Work required>
Produce the full set of records below once more, exactly as they stand.

Exercise inputs>
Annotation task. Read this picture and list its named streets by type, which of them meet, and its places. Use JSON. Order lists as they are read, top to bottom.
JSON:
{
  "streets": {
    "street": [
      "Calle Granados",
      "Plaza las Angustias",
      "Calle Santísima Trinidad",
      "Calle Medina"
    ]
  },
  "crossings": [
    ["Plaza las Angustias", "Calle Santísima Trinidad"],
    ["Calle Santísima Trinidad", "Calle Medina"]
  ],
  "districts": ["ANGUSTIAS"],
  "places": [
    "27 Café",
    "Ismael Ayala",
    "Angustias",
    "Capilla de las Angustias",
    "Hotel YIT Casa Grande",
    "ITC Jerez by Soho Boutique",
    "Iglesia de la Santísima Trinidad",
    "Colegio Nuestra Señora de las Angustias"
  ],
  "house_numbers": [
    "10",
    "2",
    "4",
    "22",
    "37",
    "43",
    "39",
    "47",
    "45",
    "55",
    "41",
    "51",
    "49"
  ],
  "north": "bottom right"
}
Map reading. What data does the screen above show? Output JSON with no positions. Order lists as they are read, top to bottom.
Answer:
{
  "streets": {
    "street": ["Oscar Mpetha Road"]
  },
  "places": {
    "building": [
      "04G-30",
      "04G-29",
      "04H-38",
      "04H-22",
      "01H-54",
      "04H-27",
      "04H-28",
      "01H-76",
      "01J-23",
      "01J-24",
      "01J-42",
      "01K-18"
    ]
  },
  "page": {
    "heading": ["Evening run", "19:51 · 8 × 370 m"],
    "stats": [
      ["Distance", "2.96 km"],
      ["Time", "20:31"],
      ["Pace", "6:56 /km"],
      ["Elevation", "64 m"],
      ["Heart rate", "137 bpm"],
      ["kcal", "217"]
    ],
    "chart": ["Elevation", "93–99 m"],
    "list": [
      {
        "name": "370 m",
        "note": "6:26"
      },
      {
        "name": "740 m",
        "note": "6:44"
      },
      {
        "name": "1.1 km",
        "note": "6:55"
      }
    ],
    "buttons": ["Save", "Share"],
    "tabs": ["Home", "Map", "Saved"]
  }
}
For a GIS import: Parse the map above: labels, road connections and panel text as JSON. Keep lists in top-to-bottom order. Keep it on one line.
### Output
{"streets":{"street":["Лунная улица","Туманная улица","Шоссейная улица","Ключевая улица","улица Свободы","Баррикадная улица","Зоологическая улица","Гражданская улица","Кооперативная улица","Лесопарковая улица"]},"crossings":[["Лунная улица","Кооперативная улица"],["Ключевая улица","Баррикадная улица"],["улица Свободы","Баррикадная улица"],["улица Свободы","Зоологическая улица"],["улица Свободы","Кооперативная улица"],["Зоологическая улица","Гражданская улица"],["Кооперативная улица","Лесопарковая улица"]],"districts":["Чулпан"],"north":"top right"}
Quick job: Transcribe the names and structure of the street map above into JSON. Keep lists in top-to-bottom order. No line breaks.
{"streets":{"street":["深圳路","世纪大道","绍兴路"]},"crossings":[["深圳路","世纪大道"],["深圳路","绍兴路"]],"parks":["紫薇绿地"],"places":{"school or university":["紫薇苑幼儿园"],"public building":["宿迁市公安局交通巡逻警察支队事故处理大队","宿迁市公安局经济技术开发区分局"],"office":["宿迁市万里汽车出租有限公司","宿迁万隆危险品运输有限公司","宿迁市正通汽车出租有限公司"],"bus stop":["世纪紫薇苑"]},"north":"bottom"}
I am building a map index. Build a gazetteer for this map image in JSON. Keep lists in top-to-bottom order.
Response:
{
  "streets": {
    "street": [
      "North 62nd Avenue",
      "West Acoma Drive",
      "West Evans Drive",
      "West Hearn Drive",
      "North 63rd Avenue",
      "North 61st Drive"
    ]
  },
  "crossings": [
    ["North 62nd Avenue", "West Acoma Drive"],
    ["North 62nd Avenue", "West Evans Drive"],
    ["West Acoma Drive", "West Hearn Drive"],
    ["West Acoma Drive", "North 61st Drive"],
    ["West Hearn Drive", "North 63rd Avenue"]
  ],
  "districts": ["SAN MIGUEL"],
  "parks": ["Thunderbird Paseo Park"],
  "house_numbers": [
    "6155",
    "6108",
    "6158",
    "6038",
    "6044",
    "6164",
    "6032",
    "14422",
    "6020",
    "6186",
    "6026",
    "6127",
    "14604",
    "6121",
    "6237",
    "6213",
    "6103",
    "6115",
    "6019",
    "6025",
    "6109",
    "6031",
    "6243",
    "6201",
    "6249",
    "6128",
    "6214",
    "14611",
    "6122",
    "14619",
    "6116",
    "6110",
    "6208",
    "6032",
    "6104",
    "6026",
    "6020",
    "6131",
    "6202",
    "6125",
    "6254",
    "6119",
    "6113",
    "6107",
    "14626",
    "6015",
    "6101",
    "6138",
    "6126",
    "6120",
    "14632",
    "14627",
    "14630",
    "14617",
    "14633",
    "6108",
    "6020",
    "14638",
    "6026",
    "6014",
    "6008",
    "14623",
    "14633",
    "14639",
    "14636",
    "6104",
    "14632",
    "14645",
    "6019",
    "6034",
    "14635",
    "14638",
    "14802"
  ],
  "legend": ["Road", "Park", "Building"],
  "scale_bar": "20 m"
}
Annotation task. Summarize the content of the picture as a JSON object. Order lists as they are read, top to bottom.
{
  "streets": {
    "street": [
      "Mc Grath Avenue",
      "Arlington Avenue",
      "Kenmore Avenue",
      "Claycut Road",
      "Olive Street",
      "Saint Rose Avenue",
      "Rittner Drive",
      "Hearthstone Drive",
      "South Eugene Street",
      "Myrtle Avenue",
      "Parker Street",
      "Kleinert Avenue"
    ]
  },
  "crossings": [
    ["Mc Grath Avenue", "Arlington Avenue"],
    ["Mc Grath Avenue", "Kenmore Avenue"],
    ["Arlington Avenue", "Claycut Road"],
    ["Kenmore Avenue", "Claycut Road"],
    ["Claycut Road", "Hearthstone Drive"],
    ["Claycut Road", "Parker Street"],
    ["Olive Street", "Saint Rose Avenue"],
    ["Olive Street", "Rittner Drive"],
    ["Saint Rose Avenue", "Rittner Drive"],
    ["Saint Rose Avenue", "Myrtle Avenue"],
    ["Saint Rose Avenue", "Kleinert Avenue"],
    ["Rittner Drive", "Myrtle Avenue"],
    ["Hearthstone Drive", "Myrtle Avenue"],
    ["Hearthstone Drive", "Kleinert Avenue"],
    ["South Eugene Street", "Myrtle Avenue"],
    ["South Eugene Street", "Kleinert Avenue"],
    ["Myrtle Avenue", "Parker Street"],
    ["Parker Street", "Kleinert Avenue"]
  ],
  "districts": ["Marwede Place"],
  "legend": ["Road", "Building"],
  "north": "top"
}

Output for this exercise>
Annotation task. Read this picture and list its named streets by type, which of them meet, and its places. Use JSON. Order lists as they are read, top to bottom.
JSON:
{
  "streets": {
    "street": [
      "Calle Granados",
      "Plaza las Angustias",
      "Calle Santísima Trinidad",
      "Calle Medina"
    ]
  },
  "crossings": [
    ["Plaza las Angustias", "Calle Santísima Trinidad"],
    ["Calle Santísima Trinidad", "Calle Medina"]
  ],
  "districts": ["ANGUSTIAS"],
  "places": [
    "27 Café",
    "Ismael Ayala",
    "Angustias",
    "Capilla de las Angustias",
    "Hotel YIT Casa Grande",
    "ITC Jerez by Soho Boutique",
    "Iglesia de la Santísima Trinidad",
    "Colegio Nuestra Señora de las Angustias"
  ],
  "house_numbers": [
    "10",
    "2",
    "4",
    "22",
    "37",
    "43",
    "39",
    "47",
    "45",
    "55",
    "41",
    "51",
    "49"
  ],
  "north": "bottom right"
}
Map reading. What data does the screen above show? Output JSON with no positions. Order lists as they are read, top to bottom.
Answer:
{
  "streets": {
    "street": ["Oscar Mpetha Road"]
  },
  "places": {
    "building": [
      "04G-30",
      "04G-29",
      "04H-38",
      "04H-22",
      "01H-54",
      "04H-27",
      "04H-28",
      "01H-76",
      "01J-23",
      "01J-24",
      "01J-42",
      "01K-18"
    ]
  },
  "page": {
    "heading": ["Evening run", "19:51 · 8 × 370 m"],
    "stats": [
      ["Distance", "2.96 km"],
      ["Time", "20:31"],
      ["Pace", "6:56 /km"],
      ["Elevation", "64 m"],
      ["Heart rate", "137 bpm"],
      ["kcal", "217"]
    ],
    "chart": ["Elevation", "93–99 m"],
    "list": [
      {
        "name": "370 m",
        "note": "6:26"
      },
      {
        "name": "740 m",
        "note": "6:44"
      },
      {
        "name": "1.1 km",
        "note": "6:55"
      }
    ],
    "buttons": ["Save", "Share"],
    "tabs": ["Home", "Map", "Saved"]
  }
}
For a GIS import: Parse the map above: labels, road connections and panel text as JSON. Keep lists in top-to-bottom order. Keep it on one line.
### Output
{"streets":{"street":["Лунная улица","Туманная улица","Шоссейная улица","Ключевая улица","улица Свободы","Баррикадная улица","Зоологическая улица","Гражданская улица","Кооперативная улица","Лесопарковая улица"]},"crossings":[["Лунная улица","Кооперативная улица"],["Ключевая улица","Баррикадная улица"],["улица Свободы","Баррикадная улица"],["улица Свободы","Зоологическая улица"],["улица Свободы","Кооперативная улица"],["Зоологическая улица","Гражданская улица"],["Кооперативная улица","Лесопарковая улица"]],"districts":["Чулпан"],"north":"top right"}
Quick job: Transcribe the names and structure of the street map above into JSON. Keep lists in top-to-bottom order. No line breaks.
{"streets":{"street":["深圳路","世纪大道","绍兴路"]},"crossings":[["深圳路","世纪大道"],["深圳路","绍兴路"]],"parks":["紫薇绿地"],"places":{"school or university":["紫薇苑幼儿园"],"public building":["宿迁市公安局交通巡逻警察支队事故处理大队","宿迁市公安局经济技术开发区分局"],"office":["宿迁市万里汽车出租有限公司","宿迁万隆危险品运输有限公司","宿迁市正通汽车出租有限公司"],"bus stop":["世纪紫薇苑"]},"north":"bottom"}
I am building a map index. Build a gazetteer for this map image in JSON. Keep lists in top-to-bottom order.
Response:
{
  "streets": {
    "street": [
      "North 62nd Avenue",
      "West Acoma Drive",
      "West Evans Drive",
      "West Hearn Drive",
      "North 63rd Avenue",
      "North 61st Drive"
    ]
  },
  "crossings": [
    ["North 62nd Avenue", "West Acoma Drive"],
    ["North 62nd Avenue", "West Evans Drive"],
    ["West Acoma Drive", "West Hearn Drive"],
    ["West Acoma Drive", "North 61st Drive"],
    ["West Hearn Drive", "North 63rd Avenue"]
  ],
  "districts": ["SAN MIGUEL"],
  "parks": ["Thunderbird Paseo Park"],
  "house_numbers": [
    "6155",
    "6108",
    "6158",
    "6038",
    "6044",
    "6164",
    "6032",
    "14422",
    "6020",
    "6186",
    "6026",
    "6127",
    "14604",
    "6121",
    "6237",
    "6213",
    "6103",
    "6115",
    "6019",
    "6025",
    "6109",
    "6031",
    "6243",
    "6201",
    "6249",
    "6128",
    "6214",
    "14611",
    "6122",
    "14619",
    "6116",
    "6110",
    "6208",
    "6032",
    "6104",
    "6026",
    "6020",
    "6131",
    "6202",
    "6125",
    "6254",
    "6119",
    "6113",
    "6107",
    "14626",
    "6015",
    "6101",
    "6138",
    "6126",
    "6120",
    "14632",
    "14627",
    "14630",
    "14617",
    "14633",
    "6108",
    "6020",
    "14638",
    "6026",
    "6014",
    "6008",
    "14623",
    "14633",
    "14639",
    "14636",
    "6104",
    "14632",
    "14645",
    "6019",
    "6034",
    "14635",
    "14638",
    "14802"
  ],
  "legend": ["Road", "Park", "Building"],
  "scale_bar": "20 m"
}
Annotation task. Summarize the content of the picture as a JSON object. Order lists as they are read, top to bottom.
{
  "streets": {
    "street": [
      "Mc Grath Avenue",
      "Arlington Avenue",
      "Kenmore Avenue",
      "Claycut Road",
      "Olive Street",
      "Saint Rose Avenue",
      "Rittner Drive",
      "Hearthstone Drive",
      "South Eugene Street",
      "Myrtle Avenue",
      "Parker Street",
      "Kleinert Avenue"
    ]
  },
  "crossings": [
    ["Mc Grath Avenue", "Arlington Avenue"],
    ["Mc Grath Avenue", "Kenmore Avenue"],
    ["Arlington Avenue", "Claycut Road"],
    ["Kenmore Avenue", "Claycut Road"],
    ["Claycut Road", "Hearthstone Drive"],
    ["Claycut Road", "Parker Street"],
    ["Olive Street", "Saint Rose Avenue"],
    ["Olive Street", "Rittner Drive"],
    ["Saint Rose Avenue", "Rittner Drive"],
    ["Saint Rose Avenue", "Myrtle Avenue"],
    ["Saint Rose Avenue", "Kleinert Avenue"],
    ["Rittner Drive", "Myrtle Avenue"],
    ["Hearthstone Drive", "Myrtle Avenue"],
    ["Hearthstone Drive", "Kleinert Avenue"],
    ["South Eugene Street", "Myrtle Avenue"],
    ["South Eugene Street", "Kleinert Avenue"],
    ["Myrtle Avenue", "Parker Street"],
    ["Parker Street", "Kleinert Avenue"]
  ],
  "districts": ["Marwede Place"],
  "legend": ["Road", "Building"],
  "north": "top"
}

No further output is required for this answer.